- Chinese Export Data Indicate Weak Demand.
- Insiders Selling Despite Recent Decline.
- Data Points Validate My Fundamental and Accounting Concerns.
Chinese Exports Tumble
Over the weekend, China's General Administration of Customs reported February trade data, and the implications for TAL International (NYSE:TAL), Textainer Group (NYSE:TGH), and CAI International (NYSE:CAP) are quite negative as exports fell 18.1% year over-year!
Looking at January and February on a combined basis to adjust for the timing of the Chinese New Year, exports fell 1.6%.
This data severely undermines the hopeful spin management teams put on the better than expected January data they discussed on fourth quarter earnings calls in early- to mid-February (transcript):
Brian Sondey (TAL CEO)
Well, first thing I would say is the January improvement was actually pretty dramatic. Our results in January especially in terms of net pick up activity was probably the best January we have ever had. And so, it was really quite a good month for us. I think what I was trying to say in the comments is that, despite the fact that January was really good we still have a lot of headwinds in the first quarter in particular just a fact that Asia kind of shuts down for two weeks around Chinese New Year no matter how good the market is, you are going to have those two weeks kind of missing from your pick-up activity as well as the variety of other factors that I mentioned for accounting profitability.
In terms of trying to read into the market, it's very difficult to know and so our hope is and I think probably the hope of everyone in the shipping industry is that a strong January was perhaps an indication that, maybe we are finally going to have a year where trade growth overall surprises to upside. It seems that demand for cargo into Europe and in to the States was stronger than expected and it drove not just leasing transactions in terms of generating commitments but it actually drove pick-ups of containers in January, which is actually quite a good sign.
That said, at least when I talk with our customers they still remain somewhat cautious with their outlook, yeah January was strong and that's great but they are not yet ready to sort of commit to the fact that the year in general is going to be significantly better than last year. I think there is a consensus that it's going to better than 2013 in terms of trade growth but I wouldn't say there is a view that it's going to get back to that kind of 8% to 10% growth that we were used to historically.
Further undermining the idea that conditions are improving and that January was anything other than a calendar shift is the insider selling by CEO, Brian Sondey.
If conditions were improving, why would Sondey have set up a 10b5-1 plan just three months ago? Even more interestingly, why would he have set the plan up to still have him sell shares approximately 20% lower than at the time the plan was set (sold 35k shares @ $43 on 3/3/14 vs. $53.31 closing price 11/13/13)?

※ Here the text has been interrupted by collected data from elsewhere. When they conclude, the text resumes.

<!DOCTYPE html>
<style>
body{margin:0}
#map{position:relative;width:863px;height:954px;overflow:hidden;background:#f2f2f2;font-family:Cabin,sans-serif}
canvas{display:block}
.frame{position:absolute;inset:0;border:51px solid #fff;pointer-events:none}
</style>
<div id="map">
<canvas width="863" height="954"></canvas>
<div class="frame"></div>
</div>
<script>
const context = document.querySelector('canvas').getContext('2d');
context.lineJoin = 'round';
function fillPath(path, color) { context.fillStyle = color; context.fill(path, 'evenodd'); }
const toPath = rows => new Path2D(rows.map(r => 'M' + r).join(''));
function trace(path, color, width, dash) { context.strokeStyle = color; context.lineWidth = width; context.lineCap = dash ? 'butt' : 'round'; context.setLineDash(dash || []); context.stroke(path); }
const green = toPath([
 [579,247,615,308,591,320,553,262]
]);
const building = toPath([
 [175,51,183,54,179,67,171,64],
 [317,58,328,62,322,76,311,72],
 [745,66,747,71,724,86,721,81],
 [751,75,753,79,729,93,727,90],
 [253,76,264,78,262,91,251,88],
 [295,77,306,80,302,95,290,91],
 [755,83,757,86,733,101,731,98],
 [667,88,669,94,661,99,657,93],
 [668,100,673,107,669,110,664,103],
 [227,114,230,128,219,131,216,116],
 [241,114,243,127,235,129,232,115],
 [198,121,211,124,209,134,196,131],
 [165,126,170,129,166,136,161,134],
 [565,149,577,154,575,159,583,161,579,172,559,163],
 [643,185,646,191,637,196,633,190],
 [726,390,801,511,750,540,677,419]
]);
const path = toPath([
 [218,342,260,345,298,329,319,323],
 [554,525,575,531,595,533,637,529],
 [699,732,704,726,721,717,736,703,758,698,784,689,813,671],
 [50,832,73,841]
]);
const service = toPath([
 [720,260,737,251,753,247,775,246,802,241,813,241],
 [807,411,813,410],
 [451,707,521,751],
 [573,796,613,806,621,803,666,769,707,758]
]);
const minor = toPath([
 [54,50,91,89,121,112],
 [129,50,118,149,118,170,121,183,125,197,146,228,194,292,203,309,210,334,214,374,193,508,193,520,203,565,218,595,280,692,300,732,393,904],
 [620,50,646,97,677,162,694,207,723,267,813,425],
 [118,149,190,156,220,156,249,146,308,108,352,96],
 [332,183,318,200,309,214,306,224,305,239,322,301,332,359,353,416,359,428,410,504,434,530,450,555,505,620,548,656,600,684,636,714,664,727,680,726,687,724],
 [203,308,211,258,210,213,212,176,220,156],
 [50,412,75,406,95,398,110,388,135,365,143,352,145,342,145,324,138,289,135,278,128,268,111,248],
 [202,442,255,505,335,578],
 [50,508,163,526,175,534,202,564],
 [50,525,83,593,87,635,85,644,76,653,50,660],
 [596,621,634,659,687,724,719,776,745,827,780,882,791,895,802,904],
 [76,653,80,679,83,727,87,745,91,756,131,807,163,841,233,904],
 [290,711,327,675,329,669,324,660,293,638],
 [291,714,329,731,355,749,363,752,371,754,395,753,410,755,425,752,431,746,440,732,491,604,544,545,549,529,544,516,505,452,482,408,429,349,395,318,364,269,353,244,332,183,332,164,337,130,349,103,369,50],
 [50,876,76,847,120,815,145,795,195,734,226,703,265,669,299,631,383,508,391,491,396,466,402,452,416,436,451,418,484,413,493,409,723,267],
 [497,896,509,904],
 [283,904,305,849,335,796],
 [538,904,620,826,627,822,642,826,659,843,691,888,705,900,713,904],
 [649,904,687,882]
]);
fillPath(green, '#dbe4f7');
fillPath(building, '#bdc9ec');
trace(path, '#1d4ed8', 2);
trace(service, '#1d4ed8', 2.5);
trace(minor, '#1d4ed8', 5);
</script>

Is Sondey concerned about the headwinds I described in "Trouble Ahead for TAL", such as expiring leases re-striking lower, rising depreciation, and declining gains on sale?
Does he realize better than most that the chart below (discussed in my follow-up article "More Trouble Ahead for TAL") is about to accelerate downward as more and more high rate leases expire into the current, low lease rate environment?
(1) Excludes impact of sale-leaseback transactions
Source: TAL Presentation (Feb 2014)
TAL's CEO understands better than anyone how difficult the container lease market is currently and how challenging the next few years will be for TAL as a result of lease expirations, accounting changes made, and TAL's substantial leverage.
Perhaps investors should take a cue from the CEO...
I reiterate my $18 price target based on the replacement value of TAL's assets.